◆ **WHAT THE TASK ASKS**: The first line of the entries is where the copy starts and the line with "1px #cfcdc9) drop-shadow(0" is where it ends; set down each line exactly, both ends included, and drop pictures.
▶
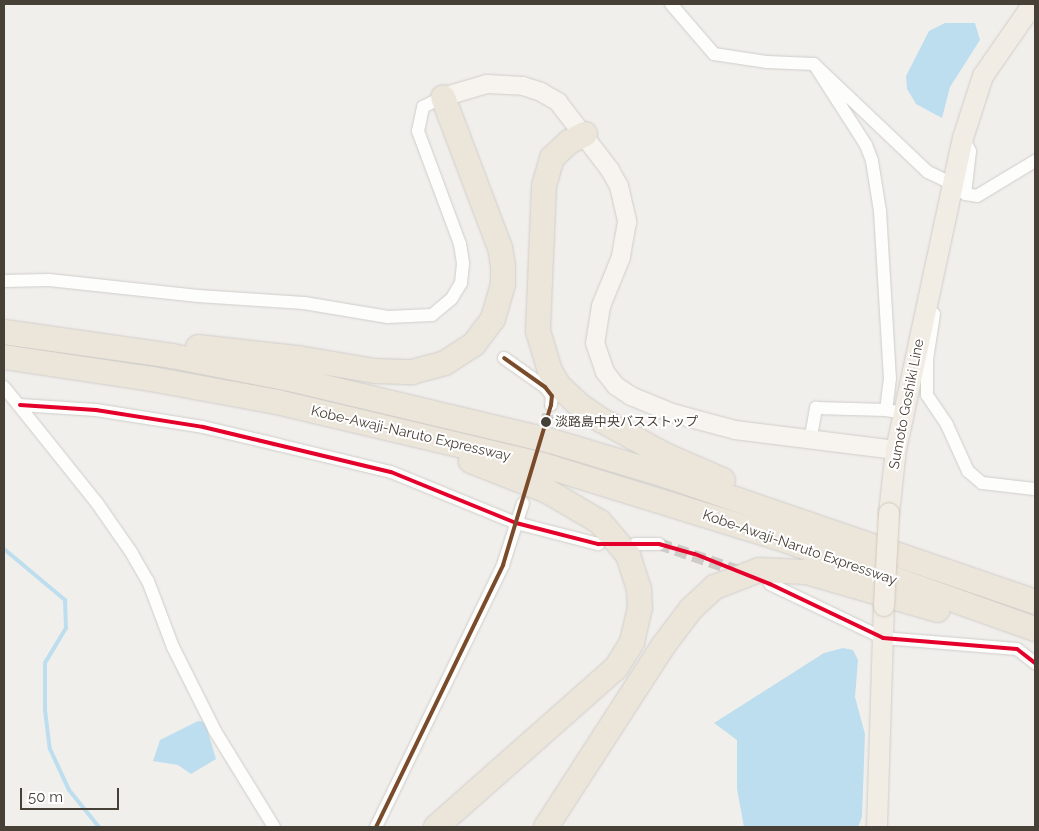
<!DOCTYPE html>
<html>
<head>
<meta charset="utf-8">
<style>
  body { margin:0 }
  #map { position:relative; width:1039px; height:831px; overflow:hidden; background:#f1efec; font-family:Raleway,"Noto Sans JP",sans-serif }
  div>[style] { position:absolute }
  .water>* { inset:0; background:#bddeee }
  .stream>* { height:4px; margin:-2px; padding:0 2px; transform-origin:2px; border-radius:2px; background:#bddeee }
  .street-tunnel>* { height:12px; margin-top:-6px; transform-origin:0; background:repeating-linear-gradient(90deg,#cfccc8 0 12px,transparent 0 18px) }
  .roads { filter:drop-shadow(0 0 1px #cfcdc9) drop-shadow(0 0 1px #cfcdc9) }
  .street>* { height:12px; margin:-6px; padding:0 6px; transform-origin:6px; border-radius:6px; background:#fdfdfc }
  .secondary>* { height:18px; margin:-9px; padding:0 9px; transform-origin:9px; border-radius:9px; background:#f7f4ef }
  .primary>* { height:20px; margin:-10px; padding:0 10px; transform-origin:10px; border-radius:10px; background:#f1ece4 }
  .highway>* { height:24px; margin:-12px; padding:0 12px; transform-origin:12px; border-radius:12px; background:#ece5da }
  .bridges { filter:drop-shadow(0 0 1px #d3caba) drop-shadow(0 0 1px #d3caba) }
  .primary-bridge>* { height:20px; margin:-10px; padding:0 10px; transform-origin:10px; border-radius:10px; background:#f1ece4 }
  .bus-1>* { height:4px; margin:-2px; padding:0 2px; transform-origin:2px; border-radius:2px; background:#e4002b }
  .bus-2>* { height:4px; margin:-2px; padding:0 2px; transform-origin:2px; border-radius:2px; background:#7a4b2a }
  .dots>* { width:14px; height:14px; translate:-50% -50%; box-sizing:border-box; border:2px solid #fff; border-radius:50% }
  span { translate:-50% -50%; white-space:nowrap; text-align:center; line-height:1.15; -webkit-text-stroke:4px #fff; paint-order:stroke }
  .bus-label { font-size:13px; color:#474037 }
  .left { translate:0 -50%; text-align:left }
  .street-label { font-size:14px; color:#474037 }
  .frame { position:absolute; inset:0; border:5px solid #474037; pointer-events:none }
  .scale { position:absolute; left:20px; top:788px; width:99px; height:22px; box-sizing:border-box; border:2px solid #474037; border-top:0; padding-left:6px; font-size:15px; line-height:18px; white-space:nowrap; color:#474037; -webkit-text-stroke:4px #fff; paint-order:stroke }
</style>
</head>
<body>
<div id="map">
  <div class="water">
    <div style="clip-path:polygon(945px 23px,975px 23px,980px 40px,950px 87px,942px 118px,916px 104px,907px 89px,906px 76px,929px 31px)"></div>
    <div style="clip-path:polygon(843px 648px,853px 650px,858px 660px,855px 697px,865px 734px,862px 817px,858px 827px,744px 827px,737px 789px,737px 740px,714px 723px,824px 653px)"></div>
    <div style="clip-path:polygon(198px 721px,205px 722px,216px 759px,191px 774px,178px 765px,153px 761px,160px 740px)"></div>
  </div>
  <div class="stream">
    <div style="left:4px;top:549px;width:80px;rotate:39.9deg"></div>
    <div style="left:65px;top:600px;width:28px;rotate:88deg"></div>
    <div style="left:66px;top:628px;width:41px;rotate:121deg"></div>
    <div style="left:45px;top:663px;width:47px;rotate:90deg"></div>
    <div style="left:45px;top:710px;width:39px;rotate:83deg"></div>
    <div style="left:50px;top:749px;width:45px;rotate:65.1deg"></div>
    <div style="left:69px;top:790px;width:48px;rotate:51deg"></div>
  </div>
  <div class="street-tunnel">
    <div style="left:540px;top:443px;width:40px;rotate:-74deg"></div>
    <div style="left:659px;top:544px;width:93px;rotate:18.8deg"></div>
  </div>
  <div class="roads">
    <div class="street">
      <div style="left:671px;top:4px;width:66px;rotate:49.3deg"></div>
      <div style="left:714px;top:54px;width:54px;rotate:8.6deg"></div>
      <div style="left:767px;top:62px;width:47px;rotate:2.4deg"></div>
      <div style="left:814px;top:64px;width:157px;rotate:43.5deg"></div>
      <div style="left:928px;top:172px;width:25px;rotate:26deg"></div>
      <div style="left:814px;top:64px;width:96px;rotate:57.3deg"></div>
      <div style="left:866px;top:145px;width:17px;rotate:69deg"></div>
      <div style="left:872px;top:161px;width:51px;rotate:80.9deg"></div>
      <div style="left:880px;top:211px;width:167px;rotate:86.6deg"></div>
      <div style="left:890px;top:378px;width:32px;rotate:97deg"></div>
      <div style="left:886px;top:410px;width:17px;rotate:10deg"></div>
      <div style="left:963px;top:138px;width:15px;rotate:62deg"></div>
      <div style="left:970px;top:151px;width:43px;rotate:96.6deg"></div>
      <div style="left:965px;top:194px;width:12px;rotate:9deg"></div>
      <div style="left:977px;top:196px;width:68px;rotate:-31.1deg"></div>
      <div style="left:4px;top:281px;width:45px;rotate:-1.3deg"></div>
      <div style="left:49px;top:280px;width:150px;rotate:6.1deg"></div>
      <div style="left:198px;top:296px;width:106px;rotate:3.8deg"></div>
      <div style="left:304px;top:303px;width:85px;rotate:9.5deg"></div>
      <div style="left:388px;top:317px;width:44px;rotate:-2.6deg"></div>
      <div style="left:432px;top:315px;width:26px;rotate:-40deg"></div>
      <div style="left:452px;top:298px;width:17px;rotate:-59deg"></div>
      <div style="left:461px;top:283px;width:20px;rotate:-84deg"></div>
      <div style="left:463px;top:263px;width:19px;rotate:-99deg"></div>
      <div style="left:460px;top:244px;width:121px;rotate:-110.4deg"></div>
      <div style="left:418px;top:131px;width:25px;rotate:-78deg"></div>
      <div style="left:423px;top:107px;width:22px;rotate:-27deg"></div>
      <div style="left:934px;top:314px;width:46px;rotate:98.8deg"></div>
      <div style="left:927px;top:359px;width:36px;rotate:90deg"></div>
      <div style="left:927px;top:395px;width:36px;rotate:56deg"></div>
      <div style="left:947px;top:425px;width:51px;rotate:65.5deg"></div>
      <div style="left:968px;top:471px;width:18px;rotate:41deg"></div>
      <div style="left:982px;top:483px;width:53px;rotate:6.5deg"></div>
      <div style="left:504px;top:358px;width:50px;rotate:35.3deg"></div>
      <div style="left:545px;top:387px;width:11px;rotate:52deg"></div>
      <div style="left:552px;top:396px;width:9px;rotate:96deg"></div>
      <div style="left:4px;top:387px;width:149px;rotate:51.3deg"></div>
      <div style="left:97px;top:503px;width:60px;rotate:55.2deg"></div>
      <div style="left:131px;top:552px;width:34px;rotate:60deg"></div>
      <div style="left:148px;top:581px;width:71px;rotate:69.3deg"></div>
      <div style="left:173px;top:647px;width:94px;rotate:63.4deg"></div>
      <div style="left:215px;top:731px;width:113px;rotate:58.4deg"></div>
      <div style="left:20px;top:405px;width:76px;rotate:3.8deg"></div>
      <div style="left:96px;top:410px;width:108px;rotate:9deg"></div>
      <div style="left:203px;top:427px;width:78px;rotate:13.3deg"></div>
      <div style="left:279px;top:445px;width:115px;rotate:13.6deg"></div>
      <div style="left:391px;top:472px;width:135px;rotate:22.2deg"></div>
      <div style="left:516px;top:523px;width:85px;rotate:14.4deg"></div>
      <div style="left:810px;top:442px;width:35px;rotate:-80deg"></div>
      <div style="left:816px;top:408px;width:70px;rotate:1.6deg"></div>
      <div style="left:635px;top:544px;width:24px"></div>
      <div style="left:770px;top:584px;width:125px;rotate:25.5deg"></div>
      <div style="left:883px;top:638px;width:134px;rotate:4.7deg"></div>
      <div style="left:1017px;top:649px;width:23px;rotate:38deg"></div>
      <div style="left:376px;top:827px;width:291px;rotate:-64.1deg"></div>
      <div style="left:503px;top:565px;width:65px;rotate:-72.1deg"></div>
    </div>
    <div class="secondary">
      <div style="left:443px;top:97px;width:46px;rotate:-16.5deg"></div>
      <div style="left:487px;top:84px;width:36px;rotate:3deg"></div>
      <div style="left:523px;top:86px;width:19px;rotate:18deg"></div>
      <div style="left:541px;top:92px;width:20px;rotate:30deg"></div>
      <div style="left:558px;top:102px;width:86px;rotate:52.6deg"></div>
      <div style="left:610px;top:170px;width:18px;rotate:61deg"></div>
      <div style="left:619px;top:186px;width:37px;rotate:77deg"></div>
      <div style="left:627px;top:222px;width:36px;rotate:100deg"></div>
      <div style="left:621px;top:257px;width:53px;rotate:112.2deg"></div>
      <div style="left:601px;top:306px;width:37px;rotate:99deg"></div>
      <div style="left:595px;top:343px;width:31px;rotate:71deg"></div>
      <div style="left:605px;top:372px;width:18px;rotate:52deg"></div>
      <div style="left:616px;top:386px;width:18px;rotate:34deg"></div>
      <div style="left:631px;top:396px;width:44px;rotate:22.5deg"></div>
      <div style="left:672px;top:413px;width:65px;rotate:15.1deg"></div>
      <div style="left:735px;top:430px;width:162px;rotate:7.1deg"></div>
    </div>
    <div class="primary">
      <div style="left:889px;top:513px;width:63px;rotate:-83.7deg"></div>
      <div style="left:896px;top:450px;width:319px;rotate:-77.9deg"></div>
      <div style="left:963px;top:138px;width:65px;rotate:-72.1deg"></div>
      <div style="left:983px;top:76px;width:88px;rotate:-55.2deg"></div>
      <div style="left:877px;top:827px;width:221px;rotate:-88.2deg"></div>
    </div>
    <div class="highway">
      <div style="left:585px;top:134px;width:18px;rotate:153deg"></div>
      <div style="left:569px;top:142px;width:23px;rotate:137deg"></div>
      <div style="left:552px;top:158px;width:29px;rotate:106deg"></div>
      <div style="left:544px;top:186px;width:145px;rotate:92.4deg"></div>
      <div style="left:538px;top:331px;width:42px;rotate:73.3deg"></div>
      <div style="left:550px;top:371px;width:17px;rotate:59deg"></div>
      <div style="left:559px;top:386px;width:26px;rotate:43deg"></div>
      <div style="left:578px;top:404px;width:28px;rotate:35deg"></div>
      <div style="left:601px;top:420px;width:73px;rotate:28.7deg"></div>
      <div style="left:665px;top:455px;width:63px;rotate:23.3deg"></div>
      <div style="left:4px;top:332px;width:170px;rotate:8.1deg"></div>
      <div style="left:172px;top:356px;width:125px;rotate:11deg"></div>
      <div style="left:295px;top:380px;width:263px;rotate:13.4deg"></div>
      <div style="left:551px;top:441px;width:119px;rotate:16.6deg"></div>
      <div style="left:665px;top:475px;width:391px;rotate:18.9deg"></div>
      <div style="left:198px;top:347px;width:101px;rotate:6.3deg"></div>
      <div style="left:298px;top:358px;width:78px;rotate:9.6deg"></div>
      <div style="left:375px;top:371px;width:37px;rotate:2deg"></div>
      <div style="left:412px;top:372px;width:34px;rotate:-15deg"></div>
      <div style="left:445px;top:363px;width:35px;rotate:-33deg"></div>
      <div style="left:474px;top:344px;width:31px;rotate:-53deg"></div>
      <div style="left:493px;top:319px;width:36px;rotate:-74deg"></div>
      <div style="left:503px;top:284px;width:18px;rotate:-90deg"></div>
      <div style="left:503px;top:266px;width:18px;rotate:-99deg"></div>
      <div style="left:500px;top:248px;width:161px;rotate:-110.7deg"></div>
      <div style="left:4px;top:357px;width:150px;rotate:8.5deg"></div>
      <div style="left:152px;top:379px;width:127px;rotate:10.4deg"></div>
      <div style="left:277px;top:402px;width:273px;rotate:13.3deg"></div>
      <div style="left:543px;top:465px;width:250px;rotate:17.2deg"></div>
      <div style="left:782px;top:539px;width:269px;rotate:19.6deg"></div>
      <div style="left:436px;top:827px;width:240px;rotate:-41.5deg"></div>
      <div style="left:616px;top:668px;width:31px;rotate:-58deg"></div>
      <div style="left:632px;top:642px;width:35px;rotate:-77deg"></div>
      <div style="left:640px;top:608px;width:19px;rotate:-93deg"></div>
      <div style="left:639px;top:589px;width:36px;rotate:-108deg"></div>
      <div style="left:628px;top:555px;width:43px;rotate:-130.3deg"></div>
      <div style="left:600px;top:522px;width:61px;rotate:-149.7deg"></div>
      <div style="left:547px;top:491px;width:82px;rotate:-158.5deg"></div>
      <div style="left:546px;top:827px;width:216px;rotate:-57.1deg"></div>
      <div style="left:663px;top:646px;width:46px;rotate:-52.9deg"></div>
      <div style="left:691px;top:609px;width:33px;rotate:-43deg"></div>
      <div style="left:715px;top:587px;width:47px;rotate:-21.1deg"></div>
      <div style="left:759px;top:570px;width:47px;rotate:2.4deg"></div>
      <div style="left:806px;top:572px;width:137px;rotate:16.1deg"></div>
    </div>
  </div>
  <div class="bridges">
    <div class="primary-bridge">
      <div style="left:884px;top:606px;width:93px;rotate:-86.9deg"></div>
    </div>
  </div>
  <div class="bus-1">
    <div style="left:20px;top:405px;width:76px;rotate:3.8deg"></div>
    <div style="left:96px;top:410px;width:108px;rotate:9deg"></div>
    <div style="left:203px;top:427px;width:193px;rotate:13.5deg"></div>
    <div style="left:391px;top:472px;width:135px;rotate:22.2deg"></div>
    <div style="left:516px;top:523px;width:85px;rotate:14.4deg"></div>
    <div style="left:598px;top:544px;width:61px"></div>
    <div style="left:659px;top:544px;width:37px;rotate:16deg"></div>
    <div style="left:695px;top:554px;width:81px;rotate:21.8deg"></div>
    <div style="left:770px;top:584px;width:125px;rotate:25.5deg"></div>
    <div style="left:883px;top:638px;width:134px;rotate:4.7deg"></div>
    <div style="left:1017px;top:649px;width:23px;rotate:38deg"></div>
  </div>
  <div class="bus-2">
    <div style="left:376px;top:827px;width:291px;rotate:-64.1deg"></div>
    <div style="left:503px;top:565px;width:167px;rotate:-73.3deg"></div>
    <div style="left:551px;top:405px;width:9px;rotate:-84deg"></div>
    <div style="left:552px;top:396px;width:11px;rotate:-128deg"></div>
    <div style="left:545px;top:387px;width:50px;rotate:-144.7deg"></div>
  </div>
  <div class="dots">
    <div style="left:546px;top:422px;background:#474037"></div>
  </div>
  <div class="bus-label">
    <span class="left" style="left:555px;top:422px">淡路島中央バスストップ</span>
  </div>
  <div class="street-label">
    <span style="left:906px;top:404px;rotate:-79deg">Sumoto Goshiki Line</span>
    <span style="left:411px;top:433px;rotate:13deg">Kobe-Awaji-Naruto Expressway</span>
    <span style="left:800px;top:547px;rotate:19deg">Kobe-Awaji-Naruto Expressway</span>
  </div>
  <div class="frame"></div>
  <div class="scale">50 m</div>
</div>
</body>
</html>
◀
◆ **SOLUTION TO THE PROBLEM**:
<!DOCTYPE html>
<html>
<head>
<meta charset="utf-8">
<style>
  body { margin:0 }
  #map { position:relative; width:1039px; height:831px; overflow:hidden; background:#f1efec; font-family:Raleway,"Noto Sans JP",sans-serif }
  div>[style] { position:absolute }
  .water>* { inset:0; background:#bddeee }
  .stream>* { height:4px; margin:-2px; padding:0 2px; transform-origin:2px; border-radius:2px; background:#bddeee }
  .street-tunnel>* { height:12px; margin-top:-6px; transform-origin:0; background:repeating-linear-gradient(90deg,#cfccc8 0 12px,transparent 0 18px) }
  .roads { filter:drop-shadow(0 0 1px #cfcdc9) drop-shadow(0 0 1px #cfcdc9) }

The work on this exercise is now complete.